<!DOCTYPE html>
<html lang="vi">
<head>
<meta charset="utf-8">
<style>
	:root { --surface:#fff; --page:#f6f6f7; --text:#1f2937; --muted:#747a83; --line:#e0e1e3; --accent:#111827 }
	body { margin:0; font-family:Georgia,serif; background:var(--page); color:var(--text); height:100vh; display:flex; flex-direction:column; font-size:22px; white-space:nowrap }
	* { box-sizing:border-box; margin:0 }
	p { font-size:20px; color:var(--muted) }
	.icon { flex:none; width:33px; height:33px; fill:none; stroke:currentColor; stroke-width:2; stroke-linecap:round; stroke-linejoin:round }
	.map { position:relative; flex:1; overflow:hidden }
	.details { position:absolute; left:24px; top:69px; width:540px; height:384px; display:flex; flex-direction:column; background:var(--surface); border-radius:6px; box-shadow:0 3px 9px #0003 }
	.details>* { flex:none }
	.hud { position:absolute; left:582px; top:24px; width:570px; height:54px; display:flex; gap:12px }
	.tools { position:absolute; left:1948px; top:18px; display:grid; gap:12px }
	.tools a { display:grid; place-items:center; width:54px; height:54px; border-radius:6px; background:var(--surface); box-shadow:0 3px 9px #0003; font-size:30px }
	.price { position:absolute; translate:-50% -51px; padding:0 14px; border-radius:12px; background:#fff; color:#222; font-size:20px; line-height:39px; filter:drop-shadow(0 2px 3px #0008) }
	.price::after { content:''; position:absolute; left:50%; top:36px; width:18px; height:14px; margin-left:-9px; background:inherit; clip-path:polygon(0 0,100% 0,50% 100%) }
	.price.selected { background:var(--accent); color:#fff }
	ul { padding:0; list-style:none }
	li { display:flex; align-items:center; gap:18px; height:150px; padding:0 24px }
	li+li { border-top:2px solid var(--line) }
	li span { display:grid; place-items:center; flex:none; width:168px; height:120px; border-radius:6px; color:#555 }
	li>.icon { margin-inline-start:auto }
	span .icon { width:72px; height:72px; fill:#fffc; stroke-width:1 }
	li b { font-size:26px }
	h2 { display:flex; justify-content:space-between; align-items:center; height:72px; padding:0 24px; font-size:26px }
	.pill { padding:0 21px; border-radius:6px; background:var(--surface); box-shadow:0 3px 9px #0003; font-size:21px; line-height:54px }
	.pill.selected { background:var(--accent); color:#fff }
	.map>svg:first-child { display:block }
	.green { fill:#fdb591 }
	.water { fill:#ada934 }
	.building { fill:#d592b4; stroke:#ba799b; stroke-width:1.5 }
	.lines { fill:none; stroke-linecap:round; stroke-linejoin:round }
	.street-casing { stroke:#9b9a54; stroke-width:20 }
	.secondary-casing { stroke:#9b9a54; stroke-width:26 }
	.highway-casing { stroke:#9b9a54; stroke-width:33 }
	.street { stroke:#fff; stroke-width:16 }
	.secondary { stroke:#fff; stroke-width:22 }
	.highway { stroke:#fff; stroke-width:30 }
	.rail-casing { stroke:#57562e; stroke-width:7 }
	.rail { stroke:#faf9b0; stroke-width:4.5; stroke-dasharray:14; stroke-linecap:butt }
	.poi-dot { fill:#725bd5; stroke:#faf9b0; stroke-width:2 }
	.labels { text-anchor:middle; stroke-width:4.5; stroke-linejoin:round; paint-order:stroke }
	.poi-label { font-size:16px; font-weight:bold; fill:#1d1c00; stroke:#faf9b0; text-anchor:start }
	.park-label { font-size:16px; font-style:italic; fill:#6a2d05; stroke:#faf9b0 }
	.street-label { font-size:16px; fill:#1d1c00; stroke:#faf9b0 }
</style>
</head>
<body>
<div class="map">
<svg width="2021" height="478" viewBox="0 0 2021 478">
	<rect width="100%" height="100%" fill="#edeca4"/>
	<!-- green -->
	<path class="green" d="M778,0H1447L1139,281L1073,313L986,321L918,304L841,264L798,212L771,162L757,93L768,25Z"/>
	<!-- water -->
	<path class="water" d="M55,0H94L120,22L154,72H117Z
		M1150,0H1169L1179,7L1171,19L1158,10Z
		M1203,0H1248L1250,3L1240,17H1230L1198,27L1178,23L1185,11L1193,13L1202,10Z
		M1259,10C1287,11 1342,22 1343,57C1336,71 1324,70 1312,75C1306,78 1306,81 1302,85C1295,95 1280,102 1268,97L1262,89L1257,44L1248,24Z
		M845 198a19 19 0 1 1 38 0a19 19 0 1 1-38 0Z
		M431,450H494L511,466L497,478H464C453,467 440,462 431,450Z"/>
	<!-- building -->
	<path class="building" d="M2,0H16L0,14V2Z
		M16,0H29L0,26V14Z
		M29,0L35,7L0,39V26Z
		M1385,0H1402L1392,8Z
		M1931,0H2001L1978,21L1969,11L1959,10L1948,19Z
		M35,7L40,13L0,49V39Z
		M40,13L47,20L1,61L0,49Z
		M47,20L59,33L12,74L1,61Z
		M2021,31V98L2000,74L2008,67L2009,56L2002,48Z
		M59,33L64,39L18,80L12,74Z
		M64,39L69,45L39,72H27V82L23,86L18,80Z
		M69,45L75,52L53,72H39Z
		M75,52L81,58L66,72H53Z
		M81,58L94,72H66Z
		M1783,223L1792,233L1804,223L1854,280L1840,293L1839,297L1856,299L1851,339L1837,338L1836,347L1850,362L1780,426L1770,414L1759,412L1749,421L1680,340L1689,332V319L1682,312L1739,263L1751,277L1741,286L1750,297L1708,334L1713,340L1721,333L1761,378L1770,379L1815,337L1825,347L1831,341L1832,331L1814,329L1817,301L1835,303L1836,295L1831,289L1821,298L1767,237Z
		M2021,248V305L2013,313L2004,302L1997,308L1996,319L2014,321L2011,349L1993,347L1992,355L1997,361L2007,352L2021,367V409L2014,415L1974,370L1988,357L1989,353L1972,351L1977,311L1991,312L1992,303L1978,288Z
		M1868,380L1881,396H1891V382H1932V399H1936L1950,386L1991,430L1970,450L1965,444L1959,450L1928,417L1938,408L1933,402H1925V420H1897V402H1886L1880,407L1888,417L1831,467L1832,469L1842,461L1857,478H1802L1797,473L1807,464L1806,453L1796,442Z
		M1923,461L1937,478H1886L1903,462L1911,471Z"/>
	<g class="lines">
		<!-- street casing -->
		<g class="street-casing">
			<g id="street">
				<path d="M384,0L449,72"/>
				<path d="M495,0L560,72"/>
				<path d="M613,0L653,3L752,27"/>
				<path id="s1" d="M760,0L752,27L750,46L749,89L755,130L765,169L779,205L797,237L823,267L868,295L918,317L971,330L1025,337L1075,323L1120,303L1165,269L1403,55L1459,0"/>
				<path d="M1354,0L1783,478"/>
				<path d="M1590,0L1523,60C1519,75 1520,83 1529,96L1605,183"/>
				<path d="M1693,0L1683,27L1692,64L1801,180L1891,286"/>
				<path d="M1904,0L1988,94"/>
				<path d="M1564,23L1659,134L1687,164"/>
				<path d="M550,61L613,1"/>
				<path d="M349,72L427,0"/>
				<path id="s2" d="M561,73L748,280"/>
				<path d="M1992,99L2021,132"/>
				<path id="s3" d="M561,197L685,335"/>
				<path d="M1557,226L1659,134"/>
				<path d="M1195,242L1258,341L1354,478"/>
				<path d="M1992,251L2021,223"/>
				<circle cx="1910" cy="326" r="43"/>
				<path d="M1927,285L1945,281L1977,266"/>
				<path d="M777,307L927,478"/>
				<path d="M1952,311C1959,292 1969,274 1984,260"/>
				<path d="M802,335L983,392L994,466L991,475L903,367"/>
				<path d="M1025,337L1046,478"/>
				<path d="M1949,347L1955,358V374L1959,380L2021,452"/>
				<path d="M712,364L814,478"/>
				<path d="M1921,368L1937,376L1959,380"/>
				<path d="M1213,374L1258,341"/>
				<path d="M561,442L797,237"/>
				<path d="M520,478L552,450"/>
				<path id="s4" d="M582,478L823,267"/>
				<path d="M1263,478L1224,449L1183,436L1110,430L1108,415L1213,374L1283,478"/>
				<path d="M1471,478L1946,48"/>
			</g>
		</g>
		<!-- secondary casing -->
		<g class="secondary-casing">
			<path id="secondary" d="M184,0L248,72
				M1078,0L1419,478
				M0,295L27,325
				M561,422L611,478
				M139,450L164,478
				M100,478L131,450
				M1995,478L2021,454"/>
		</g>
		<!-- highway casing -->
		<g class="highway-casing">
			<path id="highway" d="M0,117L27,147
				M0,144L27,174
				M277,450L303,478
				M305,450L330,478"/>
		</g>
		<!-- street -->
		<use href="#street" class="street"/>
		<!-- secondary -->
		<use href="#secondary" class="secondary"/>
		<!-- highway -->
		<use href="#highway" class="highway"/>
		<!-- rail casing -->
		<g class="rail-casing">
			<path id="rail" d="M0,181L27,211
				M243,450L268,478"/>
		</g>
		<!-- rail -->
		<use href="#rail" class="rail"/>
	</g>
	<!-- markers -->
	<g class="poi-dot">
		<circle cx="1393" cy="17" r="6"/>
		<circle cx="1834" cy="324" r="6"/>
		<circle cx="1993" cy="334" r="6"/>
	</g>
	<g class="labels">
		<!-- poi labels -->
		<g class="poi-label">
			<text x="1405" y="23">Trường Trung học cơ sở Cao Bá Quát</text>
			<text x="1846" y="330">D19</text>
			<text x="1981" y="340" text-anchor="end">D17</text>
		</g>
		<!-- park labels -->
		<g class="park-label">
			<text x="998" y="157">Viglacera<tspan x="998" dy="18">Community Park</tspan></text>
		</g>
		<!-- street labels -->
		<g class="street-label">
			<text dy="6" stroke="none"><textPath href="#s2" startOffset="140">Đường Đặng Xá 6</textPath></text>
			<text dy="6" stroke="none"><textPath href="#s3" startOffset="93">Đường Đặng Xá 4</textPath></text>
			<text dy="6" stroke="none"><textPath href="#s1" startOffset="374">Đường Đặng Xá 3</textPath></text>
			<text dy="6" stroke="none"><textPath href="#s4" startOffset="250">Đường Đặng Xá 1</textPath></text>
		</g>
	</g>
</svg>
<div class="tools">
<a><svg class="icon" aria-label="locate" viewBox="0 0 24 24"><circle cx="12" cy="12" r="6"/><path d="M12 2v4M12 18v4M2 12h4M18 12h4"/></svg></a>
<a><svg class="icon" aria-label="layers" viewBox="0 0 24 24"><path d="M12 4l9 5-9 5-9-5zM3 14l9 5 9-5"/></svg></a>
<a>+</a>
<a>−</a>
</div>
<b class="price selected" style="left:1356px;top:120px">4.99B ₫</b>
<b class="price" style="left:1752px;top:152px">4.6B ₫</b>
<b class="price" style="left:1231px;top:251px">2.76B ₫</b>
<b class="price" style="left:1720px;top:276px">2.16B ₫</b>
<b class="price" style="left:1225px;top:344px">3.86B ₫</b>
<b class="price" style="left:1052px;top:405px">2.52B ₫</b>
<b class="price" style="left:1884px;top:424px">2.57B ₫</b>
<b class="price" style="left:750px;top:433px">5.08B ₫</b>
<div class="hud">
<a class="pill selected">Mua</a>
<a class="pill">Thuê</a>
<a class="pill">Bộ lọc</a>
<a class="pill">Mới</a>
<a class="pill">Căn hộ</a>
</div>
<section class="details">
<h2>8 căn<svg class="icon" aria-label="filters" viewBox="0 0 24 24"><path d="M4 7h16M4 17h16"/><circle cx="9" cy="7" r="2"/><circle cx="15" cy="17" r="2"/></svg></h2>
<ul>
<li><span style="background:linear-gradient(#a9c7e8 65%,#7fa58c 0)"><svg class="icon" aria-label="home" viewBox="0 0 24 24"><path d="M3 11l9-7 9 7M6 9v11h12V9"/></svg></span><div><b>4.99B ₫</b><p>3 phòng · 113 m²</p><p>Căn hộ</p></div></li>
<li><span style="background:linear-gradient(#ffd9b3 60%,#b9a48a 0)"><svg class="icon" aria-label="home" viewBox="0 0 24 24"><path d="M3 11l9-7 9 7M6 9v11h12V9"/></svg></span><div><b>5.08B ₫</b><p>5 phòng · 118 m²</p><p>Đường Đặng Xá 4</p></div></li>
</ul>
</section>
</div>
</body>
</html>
■ ■ ■ ■ ■
Using the records above, output exactly the lines from the first through the line that contains "position:relative; flex:1; overflow:hidden", with both of those included.

EXPECTED OUTPUT >>
<!DOCTYPE html>
<html lang="vi">
<head>
<meta charset="utf-8">
<style>
	:root { --surface:#fff; --page:#f6f6f7; --text:#1f2937; --muted:#747a83; --line:#e0e1e3; --accent:#111827 }
	body { margin:0; font-family:Georgia,serif; background:var(--page); color:var(--text); height:100vh; display:flex; flex-direction:column; font-size:22px; white-space:nowrap }
	* { box-sizing:border-box; margin:0 }
	p { font-size:20px; color:var(--muted) }
	.icon { flex:none; width:33px; height:33px; fill:none; stroke:currentColor; stroke-width:2; stroke-linecap:round; stroke-linejoin:round }
	.map { position:relative; flex:1; overflow:hidden }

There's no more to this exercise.